• What is needed: Identify each line below containing the string "Гоголя" and copy it.

------ Input ------

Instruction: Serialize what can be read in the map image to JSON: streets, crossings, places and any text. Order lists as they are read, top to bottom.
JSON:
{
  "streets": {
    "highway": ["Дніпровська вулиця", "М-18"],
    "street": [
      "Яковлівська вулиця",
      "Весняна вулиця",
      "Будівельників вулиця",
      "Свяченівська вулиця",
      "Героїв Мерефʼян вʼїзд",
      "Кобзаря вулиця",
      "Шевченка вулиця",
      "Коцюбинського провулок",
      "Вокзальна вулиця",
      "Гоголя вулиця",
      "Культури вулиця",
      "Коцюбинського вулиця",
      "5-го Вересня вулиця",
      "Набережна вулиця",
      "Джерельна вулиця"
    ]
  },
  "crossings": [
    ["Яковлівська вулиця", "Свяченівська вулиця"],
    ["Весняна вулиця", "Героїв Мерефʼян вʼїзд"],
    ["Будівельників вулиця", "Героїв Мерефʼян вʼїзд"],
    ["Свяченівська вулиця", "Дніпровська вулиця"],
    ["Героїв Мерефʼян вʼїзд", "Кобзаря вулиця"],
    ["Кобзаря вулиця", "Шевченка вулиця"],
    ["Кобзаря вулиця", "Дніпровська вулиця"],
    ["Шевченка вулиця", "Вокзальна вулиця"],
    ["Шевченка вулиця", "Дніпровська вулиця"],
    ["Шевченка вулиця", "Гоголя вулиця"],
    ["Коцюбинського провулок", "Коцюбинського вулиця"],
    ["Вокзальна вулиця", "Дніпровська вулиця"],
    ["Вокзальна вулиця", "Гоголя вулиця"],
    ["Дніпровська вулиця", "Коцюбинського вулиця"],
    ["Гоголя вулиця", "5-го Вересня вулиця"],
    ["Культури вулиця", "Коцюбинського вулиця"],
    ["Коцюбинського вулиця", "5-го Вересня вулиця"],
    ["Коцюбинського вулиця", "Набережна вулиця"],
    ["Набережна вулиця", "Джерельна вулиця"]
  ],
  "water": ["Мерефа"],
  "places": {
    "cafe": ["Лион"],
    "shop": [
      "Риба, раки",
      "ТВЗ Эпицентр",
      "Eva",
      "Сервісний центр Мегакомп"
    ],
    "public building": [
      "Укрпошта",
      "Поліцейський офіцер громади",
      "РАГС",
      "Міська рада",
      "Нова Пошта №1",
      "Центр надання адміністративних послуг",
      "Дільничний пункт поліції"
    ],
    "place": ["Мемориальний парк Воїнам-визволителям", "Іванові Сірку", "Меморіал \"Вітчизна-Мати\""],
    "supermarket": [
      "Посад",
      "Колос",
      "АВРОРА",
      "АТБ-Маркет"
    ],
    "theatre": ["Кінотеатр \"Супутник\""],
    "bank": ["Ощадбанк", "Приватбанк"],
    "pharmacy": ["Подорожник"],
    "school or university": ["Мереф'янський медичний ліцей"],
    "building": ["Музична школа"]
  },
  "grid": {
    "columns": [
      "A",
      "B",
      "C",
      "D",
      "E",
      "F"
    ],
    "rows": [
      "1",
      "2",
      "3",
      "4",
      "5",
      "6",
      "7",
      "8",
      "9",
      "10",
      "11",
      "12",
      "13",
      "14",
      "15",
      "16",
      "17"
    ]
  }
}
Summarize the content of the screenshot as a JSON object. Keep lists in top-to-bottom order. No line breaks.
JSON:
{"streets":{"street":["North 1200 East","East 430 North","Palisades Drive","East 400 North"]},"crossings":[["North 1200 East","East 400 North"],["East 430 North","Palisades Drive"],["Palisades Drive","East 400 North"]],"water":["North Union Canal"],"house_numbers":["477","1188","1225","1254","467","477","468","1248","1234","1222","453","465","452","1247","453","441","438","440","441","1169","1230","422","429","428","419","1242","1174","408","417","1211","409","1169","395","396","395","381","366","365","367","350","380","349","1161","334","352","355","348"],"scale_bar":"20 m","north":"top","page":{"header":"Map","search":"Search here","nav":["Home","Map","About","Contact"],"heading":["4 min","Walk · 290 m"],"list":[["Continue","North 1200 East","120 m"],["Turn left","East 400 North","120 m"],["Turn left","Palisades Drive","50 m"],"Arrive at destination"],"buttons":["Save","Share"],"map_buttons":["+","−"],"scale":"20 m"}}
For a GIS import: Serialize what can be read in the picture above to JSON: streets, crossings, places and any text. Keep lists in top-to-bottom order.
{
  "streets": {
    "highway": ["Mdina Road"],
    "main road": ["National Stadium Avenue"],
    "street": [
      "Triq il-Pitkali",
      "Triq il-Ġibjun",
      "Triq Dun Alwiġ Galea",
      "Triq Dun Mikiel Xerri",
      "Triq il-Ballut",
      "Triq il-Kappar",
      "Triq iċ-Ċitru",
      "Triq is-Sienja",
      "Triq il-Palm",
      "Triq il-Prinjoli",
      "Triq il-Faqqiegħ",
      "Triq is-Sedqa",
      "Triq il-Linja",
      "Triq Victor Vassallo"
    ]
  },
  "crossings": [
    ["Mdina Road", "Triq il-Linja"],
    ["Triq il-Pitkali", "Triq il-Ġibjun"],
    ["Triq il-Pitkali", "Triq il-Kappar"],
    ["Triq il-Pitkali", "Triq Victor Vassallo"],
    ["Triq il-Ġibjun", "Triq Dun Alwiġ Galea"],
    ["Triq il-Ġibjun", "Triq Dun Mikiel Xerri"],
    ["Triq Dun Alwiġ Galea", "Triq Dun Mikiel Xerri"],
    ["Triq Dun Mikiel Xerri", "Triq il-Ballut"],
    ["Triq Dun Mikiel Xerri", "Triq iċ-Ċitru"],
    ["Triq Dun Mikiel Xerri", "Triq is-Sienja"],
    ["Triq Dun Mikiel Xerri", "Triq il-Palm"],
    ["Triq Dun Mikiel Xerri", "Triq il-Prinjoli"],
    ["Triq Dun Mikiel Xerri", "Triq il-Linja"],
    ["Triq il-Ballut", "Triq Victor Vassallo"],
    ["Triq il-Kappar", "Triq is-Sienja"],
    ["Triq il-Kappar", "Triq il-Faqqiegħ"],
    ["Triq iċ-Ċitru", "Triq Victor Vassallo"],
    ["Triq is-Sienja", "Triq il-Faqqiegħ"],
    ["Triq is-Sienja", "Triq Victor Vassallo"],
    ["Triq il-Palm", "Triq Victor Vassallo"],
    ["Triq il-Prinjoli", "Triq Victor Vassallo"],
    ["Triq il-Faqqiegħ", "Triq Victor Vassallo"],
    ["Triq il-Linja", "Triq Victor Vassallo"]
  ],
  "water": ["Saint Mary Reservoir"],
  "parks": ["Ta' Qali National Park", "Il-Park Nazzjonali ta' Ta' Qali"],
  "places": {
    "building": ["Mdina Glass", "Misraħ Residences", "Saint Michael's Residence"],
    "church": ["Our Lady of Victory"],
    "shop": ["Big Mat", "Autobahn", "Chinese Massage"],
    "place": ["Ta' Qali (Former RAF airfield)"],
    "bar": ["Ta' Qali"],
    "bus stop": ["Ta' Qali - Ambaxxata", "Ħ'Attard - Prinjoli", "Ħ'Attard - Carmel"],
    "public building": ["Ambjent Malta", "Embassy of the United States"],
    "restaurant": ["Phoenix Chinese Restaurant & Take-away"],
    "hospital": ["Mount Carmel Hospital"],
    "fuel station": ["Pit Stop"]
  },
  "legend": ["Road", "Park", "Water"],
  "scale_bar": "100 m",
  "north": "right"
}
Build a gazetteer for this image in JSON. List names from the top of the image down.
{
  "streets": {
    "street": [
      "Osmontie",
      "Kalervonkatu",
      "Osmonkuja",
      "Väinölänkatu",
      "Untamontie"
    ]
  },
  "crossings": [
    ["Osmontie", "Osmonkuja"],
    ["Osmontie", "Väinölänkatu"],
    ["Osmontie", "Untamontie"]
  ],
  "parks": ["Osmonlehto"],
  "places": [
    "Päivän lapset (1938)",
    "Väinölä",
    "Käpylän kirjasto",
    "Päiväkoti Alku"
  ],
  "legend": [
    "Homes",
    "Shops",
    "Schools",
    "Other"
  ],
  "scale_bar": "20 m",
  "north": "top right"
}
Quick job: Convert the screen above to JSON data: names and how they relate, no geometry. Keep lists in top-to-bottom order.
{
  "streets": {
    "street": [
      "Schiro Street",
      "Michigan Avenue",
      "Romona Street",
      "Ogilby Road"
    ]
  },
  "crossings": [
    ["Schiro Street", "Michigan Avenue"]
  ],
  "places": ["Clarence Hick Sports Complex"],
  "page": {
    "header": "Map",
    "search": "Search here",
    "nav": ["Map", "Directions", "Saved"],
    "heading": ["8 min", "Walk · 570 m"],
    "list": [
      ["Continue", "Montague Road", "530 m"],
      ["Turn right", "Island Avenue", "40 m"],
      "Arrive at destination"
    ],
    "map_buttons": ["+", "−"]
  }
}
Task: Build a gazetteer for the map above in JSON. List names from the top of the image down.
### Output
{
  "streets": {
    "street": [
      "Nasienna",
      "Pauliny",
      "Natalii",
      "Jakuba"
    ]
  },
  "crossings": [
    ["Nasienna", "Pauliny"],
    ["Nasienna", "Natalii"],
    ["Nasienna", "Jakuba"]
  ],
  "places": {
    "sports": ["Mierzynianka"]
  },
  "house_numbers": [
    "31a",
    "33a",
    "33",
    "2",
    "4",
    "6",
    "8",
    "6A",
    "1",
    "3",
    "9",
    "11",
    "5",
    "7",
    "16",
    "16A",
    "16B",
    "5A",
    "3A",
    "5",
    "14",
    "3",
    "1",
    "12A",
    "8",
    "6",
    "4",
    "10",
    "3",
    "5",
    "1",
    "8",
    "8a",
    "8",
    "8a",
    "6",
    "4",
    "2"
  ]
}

------

• Solution to this exercise:
      "Гоголя вулиця",
    ["Шевченка вулиця", "Гоголя вулиця"],
    ["Вокзальна вулиця", "Гоголя вулиця"],
    ["Гоголя вулиця", "5-го Вересня вулиця"],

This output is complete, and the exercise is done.